_WHAT TO WORK ON_. In the material below, how many lines contain the string "this"? Reply with the number only.

_GIVEN ENTRIES_.
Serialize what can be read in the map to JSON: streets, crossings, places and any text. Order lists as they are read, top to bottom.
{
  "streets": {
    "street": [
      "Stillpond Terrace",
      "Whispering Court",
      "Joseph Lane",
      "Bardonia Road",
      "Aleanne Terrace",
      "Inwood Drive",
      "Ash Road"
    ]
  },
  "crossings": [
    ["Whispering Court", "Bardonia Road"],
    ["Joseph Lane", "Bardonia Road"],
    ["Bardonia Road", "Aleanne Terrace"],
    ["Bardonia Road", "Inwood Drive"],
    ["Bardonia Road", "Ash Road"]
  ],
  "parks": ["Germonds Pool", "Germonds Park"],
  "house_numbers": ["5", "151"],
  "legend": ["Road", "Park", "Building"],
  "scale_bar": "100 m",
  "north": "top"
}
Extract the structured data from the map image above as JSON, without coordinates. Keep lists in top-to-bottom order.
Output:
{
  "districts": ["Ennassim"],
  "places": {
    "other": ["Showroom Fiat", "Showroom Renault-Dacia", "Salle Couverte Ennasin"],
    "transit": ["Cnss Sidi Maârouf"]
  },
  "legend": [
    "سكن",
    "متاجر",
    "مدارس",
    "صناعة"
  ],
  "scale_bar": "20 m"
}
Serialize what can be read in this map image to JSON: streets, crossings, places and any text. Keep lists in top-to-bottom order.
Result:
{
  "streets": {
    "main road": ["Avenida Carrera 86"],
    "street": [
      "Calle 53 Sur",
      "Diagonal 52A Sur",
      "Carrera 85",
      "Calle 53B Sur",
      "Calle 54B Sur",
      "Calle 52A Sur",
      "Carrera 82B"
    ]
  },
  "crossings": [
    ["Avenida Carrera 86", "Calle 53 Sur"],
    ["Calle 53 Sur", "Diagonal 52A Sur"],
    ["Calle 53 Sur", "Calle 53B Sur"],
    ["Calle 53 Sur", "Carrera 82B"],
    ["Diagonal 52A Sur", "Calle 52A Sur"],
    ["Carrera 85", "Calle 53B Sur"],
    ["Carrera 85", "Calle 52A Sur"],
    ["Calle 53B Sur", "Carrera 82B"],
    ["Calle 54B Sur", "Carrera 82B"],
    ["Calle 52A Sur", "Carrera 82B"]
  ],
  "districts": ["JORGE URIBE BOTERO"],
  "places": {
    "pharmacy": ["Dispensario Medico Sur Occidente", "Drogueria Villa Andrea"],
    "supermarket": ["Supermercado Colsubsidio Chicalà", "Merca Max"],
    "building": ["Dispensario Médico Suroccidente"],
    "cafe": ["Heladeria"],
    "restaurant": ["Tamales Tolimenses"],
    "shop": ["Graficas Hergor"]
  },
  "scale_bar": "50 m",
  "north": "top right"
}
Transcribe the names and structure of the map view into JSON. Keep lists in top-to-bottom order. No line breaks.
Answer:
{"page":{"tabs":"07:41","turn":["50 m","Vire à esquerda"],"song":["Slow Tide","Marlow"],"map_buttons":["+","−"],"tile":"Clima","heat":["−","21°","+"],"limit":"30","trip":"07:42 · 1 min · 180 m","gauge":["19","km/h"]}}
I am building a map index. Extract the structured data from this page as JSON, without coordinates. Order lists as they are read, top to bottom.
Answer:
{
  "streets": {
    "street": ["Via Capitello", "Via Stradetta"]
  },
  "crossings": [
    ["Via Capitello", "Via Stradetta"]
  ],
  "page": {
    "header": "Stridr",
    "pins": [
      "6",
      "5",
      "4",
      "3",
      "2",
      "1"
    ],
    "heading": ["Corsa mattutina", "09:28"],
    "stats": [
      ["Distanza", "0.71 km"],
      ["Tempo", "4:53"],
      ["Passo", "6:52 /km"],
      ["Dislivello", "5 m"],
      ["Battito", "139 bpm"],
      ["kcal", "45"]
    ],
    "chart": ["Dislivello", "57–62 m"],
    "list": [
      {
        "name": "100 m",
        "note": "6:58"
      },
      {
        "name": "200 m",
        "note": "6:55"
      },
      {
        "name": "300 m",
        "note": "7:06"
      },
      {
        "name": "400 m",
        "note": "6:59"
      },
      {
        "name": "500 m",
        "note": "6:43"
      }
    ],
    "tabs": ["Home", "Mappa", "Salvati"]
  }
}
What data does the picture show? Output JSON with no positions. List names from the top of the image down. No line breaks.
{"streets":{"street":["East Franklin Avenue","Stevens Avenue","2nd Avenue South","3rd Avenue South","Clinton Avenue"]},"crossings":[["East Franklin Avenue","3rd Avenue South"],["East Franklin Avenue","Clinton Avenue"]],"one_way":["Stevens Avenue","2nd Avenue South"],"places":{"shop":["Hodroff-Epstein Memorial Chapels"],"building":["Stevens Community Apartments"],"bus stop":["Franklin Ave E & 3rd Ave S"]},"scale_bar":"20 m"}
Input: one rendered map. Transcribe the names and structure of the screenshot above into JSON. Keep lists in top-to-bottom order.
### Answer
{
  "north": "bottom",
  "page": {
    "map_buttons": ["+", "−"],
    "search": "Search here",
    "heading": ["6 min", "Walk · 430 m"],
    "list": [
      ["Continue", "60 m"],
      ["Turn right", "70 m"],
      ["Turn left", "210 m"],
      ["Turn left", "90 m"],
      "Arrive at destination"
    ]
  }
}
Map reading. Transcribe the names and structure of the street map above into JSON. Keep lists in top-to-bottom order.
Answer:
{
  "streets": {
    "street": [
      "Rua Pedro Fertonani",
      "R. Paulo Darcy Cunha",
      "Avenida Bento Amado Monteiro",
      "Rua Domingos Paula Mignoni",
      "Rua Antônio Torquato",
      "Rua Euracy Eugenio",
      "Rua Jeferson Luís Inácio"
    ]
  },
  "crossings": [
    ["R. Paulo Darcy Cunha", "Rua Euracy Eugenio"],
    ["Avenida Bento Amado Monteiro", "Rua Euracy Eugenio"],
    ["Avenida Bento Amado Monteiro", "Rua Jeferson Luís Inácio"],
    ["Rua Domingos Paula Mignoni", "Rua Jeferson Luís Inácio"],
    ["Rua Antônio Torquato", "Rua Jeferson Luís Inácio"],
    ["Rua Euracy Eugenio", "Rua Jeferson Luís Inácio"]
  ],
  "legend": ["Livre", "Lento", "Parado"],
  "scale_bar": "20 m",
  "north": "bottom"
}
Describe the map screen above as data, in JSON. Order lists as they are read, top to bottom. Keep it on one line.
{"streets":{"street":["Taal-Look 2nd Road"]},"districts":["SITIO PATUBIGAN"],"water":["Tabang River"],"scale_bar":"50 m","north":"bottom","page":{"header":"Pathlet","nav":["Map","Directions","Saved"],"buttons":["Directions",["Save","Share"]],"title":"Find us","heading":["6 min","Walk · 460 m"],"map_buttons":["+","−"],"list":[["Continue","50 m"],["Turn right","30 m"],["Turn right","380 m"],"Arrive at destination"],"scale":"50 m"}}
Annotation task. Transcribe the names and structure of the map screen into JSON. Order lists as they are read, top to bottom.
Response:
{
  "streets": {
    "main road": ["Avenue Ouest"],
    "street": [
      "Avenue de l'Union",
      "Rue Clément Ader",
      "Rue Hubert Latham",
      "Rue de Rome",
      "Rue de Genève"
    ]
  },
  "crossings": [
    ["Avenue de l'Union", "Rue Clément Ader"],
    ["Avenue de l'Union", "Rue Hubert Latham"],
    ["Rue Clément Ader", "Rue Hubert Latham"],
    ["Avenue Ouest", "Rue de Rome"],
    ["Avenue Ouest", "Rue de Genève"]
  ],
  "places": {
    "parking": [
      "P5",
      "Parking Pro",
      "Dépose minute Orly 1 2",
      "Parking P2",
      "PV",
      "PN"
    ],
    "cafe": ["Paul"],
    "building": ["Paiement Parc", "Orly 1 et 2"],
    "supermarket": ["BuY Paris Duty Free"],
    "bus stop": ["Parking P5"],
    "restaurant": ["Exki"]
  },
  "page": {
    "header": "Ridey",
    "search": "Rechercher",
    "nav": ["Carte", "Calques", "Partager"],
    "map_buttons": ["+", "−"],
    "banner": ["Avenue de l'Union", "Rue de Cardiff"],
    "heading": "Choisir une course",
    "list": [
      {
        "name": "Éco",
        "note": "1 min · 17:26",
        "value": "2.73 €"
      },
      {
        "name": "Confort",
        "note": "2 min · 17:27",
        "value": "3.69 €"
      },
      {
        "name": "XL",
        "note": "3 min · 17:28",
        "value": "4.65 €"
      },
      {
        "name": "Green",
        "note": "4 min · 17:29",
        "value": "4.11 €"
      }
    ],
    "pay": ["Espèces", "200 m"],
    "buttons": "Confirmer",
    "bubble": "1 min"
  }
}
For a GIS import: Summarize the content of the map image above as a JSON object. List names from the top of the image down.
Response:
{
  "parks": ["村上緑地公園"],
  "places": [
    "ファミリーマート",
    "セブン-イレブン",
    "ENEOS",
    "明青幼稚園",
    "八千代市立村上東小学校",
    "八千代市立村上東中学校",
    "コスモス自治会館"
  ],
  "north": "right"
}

_OUTPUT BELOW_. 2